Conservatives argue that black people should oppose amnesty for illegal immigrants, since immigrants can be expected to take low-wage jobs from black people. The WSJ's editorial page says that minorities should oppose a minimum wage hike, because it will end up costing them jobs. (They treat this as a simple economic fact, which it is not.) There's nothing like the hint of a new liberal policy to cause widespread concern for the welfare of poor minorities among Republicans.
It should go without saying that a higher minimum wage will help poor people. And it should go without saying that people who have historically been discriminated against, and who have had to fight for their own civil right in America, should be particularly predisposed to support civil rights for other members of the current underclass, like immigrants. And, of course, it should go without saying that if the sorts of people who are ideologically aligned with the National Review and the WSJ editorial page genuinely cared about improving the welfare of poor people and minorities, they would be clamoring for the government to institute measure to reduce economic and social inequality in this nation—in other words, they would not be ideologically aligned with those outlets in the first place.
(Sadly, these things do not, in fact, go without saying.)
Usually, watching Republicans trot out their own heartfelt proclamations of their commitment to civil rights and equality is just a mild comic interlude, like when the conservative white Congressman from the suburbs has to give a few awkward remarks at the annual Martin Luther King Jr. day breakfast. But when it becomes a transparently false excuse to oppose policies designed to help the very people that Republicans are purporting to care about, it becomes something more repulsive. The dead giveaway here is that while social and economic conservatives will rush to speak up against proposals like amnesty for immigrants and raising the minimum wage—ostensibly because they believe those policies would hurt the poor and marginalized people they care so much about—there is no rush at all on their part to make alternate proposals that will actually help these people. So: don't offer amnesty to immigrants, because that would take jobs away from black people, and don't raise the minimum wage, because that would make it harder for minorities to get jobs—but also, do not support a highly progressive system of taxes, and do not raise taxes on the wealthy, and do not support any type of preferential hiring or admissions for member of marginalized demographics, and do not support public health care, and in general do not support any government programs of any sort designed to mitigate the social and economic inequality that runs rampant in America.
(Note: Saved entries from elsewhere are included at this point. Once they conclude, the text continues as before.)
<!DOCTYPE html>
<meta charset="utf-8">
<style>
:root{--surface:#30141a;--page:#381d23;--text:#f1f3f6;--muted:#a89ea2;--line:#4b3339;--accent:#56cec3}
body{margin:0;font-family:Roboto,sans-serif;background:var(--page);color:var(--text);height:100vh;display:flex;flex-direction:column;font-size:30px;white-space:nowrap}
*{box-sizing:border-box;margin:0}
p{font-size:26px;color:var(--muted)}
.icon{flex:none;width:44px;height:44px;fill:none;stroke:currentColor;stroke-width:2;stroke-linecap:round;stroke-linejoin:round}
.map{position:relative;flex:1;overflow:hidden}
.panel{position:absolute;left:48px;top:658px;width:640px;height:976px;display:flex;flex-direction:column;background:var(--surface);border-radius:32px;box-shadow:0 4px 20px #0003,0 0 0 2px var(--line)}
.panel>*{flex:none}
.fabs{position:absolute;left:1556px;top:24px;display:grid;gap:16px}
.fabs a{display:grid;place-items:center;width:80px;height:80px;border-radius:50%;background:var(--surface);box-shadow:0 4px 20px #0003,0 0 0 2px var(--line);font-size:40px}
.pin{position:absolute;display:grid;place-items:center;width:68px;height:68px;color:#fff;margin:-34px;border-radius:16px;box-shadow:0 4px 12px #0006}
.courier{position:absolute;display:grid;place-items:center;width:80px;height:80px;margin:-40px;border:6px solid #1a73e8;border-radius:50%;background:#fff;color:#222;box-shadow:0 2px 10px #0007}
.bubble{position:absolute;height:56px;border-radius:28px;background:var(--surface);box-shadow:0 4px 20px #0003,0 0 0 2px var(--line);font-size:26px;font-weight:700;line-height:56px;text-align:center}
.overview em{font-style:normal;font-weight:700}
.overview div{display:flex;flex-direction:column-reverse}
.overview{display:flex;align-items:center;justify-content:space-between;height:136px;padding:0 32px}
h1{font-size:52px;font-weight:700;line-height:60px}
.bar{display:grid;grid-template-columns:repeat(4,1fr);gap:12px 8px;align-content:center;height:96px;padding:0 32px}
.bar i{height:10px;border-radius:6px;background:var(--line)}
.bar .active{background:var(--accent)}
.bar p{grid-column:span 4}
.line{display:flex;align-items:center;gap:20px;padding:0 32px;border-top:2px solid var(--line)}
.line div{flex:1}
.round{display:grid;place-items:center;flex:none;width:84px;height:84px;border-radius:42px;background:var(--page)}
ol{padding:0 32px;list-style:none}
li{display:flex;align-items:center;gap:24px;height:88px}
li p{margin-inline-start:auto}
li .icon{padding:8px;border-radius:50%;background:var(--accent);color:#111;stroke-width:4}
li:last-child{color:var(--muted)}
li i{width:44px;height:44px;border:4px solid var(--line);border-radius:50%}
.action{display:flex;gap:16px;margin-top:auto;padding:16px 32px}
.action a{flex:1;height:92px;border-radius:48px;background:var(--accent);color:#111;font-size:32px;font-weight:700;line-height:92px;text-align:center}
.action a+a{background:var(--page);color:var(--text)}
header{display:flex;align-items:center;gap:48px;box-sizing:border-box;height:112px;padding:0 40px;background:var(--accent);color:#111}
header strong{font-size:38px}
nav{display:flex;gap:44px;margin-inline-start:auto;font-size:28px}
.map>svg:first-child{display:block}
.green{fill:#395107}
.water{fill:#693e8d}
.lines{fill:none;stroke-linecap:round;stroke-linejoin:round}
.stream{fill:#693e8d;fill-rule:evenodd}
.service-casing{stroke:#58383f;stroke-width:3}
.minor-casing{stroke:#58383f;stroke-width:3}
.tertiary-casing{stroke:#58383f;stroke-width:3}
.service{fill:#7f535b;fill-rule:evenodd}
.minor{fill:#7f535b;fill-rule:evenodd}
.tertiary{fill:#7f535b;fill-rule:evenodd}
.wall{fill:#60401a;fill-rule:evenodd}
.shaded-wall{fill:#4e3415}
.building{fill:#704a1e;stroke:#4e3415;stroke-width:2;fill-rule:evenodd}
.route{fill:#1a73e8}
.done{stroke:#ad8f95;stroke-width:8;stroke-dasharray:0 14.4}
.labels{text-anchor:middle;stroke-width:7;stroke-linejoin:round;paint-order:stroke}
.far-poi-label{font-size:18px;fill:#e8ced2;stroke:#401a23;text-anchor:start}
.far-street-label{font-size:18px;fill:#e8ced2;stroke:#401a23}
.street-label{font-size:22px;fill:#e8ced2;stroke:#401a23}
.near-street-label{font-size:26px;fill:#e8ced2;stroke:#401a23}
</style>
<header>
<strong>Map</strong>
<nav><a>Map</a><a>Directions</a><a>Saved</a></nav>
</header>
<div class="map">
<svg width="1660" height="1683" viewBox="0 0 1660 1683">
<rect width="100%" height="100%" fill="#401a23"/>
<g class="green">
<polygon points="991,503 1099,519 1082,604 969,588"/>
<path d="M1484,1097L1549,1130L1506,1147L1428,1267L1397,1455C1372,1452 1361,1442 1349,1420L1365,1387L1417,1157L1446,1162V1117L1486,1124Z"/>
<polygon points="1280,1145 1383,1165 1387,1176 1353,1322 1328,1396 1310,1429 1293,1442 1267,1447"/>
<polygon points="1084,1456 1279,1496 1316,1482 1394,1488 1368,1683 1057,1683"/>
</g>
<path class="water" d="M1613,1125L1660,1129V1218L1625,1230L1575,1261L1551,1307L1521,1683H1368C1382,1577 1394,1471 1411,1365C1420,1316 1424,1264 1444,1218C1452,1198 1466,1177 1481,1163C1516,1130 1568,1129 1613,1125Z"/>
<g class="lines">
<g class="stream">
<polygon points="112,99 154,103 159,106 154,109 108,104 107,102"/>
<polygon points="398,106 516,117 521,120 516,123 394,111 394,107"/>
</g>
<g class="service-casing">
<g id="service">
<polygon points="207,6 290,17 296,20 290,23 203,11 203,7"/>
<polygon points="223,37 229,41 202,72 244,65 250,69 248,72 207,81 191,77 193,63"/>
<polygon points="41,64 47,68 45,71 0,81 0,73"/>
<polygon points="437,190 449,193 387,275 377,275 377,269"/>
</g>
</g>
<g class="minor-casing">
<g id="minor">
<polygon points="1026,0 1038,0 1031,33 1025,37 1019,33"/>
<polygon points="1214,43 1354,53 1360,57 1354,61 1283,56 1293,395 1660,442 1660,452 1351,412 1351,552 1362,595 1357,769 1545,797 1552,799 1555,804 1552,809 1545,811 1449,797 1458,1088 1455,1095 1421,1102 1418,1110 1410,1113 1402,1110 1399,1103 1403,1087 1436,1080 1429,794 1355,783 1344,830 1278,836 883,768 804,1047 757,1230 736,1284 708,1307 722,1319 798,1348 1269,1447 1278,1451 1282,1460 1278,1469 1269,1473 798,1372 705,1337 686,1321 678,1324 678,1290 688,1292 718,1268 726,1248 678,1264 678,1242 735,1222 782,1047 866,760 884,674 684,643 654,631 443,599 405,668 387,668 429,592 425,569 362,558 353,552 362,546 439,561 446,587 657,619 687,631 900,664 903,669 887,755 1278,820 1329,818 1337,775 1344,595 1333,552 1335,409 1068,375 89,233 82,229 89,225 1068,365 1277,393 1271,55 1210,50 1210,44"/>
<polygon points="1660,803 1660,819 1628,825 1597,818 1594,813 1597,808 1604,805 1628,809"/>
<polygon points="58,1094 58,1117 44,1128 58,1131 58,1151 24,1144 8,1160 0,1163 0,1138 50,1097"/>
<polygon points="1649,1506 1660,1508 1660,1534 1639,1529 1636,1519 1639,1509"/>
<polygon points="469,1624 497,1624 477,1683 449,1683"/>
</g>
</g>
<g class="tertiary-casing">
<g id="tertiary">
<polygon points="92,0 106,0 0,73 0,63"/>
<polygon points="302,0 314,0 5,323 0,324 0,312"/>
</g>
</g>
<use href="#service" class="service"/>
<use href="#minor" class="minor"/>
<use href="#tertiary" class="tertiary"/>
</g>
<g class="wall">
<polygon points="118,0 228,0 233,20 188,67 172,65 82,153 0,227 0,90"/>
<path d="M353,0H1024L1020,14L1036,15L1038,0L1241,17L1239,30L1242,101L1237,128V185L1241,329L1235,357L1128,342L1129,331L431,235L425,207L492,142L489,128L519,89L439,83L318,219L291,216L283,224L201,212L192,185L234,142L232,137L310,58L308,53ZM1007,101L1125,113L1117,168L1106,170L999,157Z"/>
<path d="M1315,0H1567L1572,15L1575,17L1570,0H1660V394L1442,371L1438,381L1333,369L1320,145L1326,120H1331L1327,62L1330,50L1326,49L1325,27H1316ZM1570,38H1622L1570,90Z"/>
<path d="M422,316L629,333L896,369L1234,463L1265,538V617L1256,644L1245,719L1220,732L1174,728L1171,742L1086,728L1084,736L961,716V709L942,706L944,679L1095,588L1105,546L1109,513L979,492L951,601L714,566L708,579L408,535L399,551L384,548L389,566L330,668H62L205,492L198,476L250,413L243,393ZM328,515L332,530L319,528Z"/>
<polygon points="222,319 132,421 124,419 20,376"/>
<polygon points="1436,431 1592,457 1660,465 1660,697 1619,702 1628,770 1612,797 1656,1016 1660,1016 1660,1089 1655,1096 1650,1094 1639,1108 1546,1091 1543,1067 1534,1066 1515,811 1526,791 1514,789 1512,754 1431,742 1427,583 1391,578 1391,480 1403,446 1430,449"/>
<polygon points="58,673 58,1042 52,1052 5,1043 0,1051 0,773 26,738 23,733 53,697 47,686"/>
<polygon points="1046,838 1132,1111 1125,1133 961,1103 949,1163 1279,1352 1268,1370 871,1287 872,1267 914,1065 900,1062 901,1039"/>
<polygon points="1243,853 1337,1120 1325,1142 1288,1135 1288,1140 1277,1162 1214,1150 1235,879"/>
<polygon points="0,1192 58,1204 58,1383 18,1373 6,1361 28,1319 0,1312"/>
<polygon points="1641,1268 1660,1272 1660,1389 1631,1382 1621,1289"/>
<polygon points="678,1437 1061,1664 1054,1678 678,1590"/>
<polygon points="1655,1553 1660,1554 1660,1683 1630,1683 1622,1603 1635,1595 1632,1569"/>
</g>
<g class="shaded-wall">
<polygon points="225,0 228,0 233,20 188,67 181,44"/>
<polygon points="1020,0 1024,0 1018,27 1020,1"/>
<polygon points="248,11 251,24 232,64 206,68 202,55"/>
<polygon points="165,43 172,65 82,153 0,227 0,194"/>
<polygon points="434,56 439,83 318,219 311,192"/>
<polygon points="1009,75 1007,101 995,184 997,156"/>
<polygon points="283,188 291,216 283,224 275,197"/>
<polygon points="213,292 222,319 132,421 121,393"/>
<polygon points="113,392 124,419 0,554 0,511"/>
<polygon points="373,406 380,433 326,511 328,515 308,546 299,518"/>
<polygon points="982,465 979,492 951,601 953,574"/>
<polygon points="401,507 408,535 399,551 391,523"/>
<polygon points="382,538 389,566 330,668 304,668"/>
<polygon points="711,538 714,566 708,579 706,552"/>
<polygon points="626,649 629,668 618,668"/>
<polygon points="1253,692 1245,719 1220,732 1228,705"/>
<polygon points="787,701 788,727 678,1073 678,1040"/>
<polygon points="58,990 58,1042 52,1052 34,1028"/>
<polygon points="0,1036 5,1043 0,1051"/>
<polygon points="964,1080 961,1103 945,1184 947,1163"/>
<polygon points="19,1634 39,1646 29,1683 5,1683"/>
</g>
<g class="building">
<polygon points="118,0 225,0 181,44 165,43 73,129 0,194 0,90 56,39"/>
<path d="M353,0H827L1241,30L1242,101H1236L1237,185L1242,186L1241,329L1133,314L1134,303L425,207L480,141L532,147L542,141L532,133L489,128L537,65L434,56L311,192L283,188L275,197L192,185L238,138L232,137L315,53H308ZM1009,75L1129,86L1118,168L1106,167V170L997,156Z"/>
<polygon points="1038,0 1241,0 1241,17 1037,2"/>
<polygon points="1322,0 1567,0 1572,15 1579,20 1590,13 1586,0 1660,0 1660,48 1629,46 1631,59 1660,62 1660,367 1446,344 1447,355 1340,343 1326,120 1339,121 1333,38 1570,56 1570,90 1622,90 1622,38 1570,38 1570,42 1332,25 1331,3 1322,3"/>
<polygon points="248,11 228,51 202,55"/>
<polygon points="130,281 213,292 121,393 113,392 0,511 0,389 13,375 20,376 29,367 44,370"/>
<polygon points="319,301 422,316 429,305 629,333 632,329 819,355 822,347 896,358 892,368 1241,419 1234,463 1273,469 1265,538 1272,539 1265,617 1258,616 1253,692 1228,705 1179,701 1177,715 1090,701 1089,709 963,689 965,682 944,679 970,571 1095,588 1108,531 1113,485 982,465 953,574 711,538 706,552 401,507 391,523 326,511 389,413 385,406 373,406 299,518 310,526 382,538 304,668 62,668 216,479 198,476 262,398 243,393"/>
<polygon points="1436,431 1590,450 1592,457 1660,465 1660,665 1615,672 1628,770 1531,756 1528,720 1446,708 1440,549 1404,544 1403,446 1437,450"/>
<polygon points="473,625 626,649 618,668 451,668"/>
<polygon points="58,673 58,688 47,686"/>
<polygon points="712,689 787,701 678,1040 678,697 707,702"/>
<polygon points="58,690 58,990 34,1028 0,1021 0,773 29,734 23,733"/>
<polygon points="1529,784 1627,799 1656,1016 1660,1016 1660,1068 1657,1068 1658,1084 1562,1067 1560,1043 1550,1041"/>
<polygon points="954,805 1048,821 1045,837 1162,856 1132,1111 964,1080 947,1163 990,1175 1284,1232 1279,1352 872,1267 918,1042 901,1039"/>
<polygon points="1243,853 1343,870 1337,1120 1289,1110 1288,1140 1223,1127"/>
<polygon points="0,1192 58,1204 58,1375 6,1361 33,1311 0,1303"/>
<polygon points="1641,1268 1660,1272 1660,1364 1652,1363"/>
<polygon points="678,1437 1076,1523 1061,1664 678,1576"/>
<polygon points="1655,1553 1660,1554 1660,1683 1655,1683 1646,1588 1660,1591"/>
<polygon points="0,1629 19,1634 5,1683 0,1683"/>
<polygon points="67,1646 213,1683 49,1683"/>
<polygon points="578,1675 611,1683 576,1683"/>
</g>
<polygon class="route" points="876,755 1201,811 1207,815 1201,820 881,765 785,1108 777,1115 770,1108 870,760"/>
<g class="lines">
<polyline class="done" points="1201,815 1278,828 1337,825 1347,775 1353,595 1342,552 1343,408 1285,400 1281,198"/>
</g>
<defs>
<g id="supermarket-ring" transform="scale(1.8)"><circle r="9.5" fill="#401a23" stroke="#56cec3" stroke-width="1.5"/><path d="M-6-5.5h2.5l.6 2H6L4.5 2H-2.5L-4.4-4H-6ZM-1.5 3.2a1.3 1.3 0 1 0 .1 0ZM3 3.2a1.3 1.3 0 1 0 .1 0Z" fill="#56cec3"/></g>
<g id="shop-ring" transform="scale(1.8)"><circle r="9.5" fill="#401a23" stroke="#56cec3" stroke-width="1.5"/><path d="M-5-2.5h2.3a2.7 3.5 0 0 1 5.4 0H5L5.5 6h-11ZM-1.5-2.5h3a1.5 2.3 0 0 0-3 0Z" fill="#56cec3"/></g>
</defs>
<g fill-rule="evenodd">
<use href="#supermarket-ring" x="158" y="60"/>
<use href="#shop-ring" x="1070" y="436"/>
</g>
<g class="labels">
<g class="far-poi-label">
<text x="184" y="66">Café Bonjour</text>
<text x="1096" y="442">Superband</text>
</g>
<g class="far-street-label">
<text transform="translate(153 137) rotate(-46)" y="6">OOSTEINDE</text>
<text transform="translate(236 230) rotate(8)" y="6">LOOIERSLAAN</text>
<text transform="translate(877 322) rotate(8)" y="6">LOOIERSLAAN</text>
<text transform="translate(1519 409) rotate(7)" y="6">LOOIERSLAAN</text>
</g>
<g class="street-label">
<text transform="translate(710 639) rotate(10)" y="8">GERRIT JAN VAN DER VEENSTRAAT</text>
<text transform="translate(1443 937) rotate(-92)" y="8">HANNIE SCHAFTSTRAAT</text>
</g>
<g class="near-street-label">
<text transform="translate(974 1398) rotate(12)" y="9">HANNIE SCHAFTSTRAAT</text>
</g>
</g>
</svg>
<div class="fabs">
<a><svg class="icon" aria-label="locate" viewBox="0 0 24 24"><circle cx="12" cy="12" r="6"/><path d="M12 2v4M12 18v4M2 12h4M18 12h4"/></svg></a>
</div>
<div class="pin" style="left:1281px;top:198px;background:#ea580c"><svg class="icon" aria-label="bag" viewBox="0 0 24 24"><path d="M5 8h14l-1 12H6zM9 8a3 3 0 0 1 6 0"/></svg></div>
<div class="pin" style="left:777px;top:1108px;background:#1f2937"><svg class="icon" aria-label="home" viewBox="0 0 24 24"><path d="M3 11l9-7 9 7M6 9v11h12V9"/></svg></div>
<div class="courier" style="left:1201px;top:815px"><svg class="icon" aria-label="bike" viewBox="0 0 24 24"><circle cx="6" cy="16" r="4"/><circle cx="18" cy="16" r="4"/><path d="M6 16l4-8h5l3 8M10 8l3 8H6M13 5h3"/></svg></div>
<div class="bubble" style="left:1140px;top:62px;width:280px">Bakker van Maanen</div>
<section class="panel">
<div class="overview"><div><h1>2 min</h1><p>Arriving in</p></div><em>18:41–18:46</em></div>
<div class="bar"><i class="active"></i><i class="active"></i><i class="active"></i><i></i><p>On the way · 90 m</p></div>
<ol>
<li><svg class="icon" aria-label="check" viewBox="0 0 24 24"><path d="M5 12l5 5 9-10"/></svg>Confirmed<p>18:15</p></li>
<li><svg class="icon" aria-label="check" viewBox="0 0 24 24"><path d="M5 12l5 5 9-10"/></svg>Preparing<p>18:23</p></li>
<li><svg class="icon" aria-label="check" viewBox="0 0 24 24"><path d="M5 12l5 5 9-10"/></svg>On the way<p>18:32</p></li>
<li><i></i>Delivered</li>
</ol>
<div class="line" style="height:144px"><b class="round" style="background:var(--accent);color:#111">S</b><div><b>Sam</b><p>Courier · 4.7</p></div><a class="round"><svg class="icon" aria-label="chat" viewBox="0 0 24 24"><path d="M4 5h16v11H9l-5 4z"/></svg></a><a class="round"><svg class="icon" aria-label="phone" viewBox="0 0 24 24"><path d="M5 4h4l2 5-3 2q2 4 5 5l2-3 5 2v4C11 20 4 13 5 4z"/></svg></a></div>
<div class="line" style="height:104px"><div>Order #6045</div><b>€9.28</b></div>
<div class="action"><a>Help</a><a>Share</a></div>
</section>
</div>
"We are staunchly opposed to anything at all that might help you," Republicans say to the poor, "and we're here to tell you that these policies that you should clearly support will actually not help you. Trust us. Nobody knows as much about not helping you as we do."
America's biggest unions are preparing to throw their weight behind immigration reform, with an eye towards organizing a new generation of immigrant citizens. This is an example of people working together in a mutually beneficial manner. Unions need members. They can use their political influence to help pass immigration reform. People who came to America illegally can become citizens. They can organize. Their presence will make unions stronger. These stronger unions will be in a better position to actually help these new members—as well as those who are already members. The working class, of all races. These stronger unions will help support political candidates who favor measures that help working class people. Measures like immigration reform, and raising the minimum wage.
This is an example of a political plan that actually benefits poor people, and minorities, and immigrants. The Republican opposition to these measures is an example of a patronizing attempt to protect the interests of the overclass by tricking the underclass into voting against itself. All that post-election soul-searching by the "New Republican Party" is not producing very impressive results so far.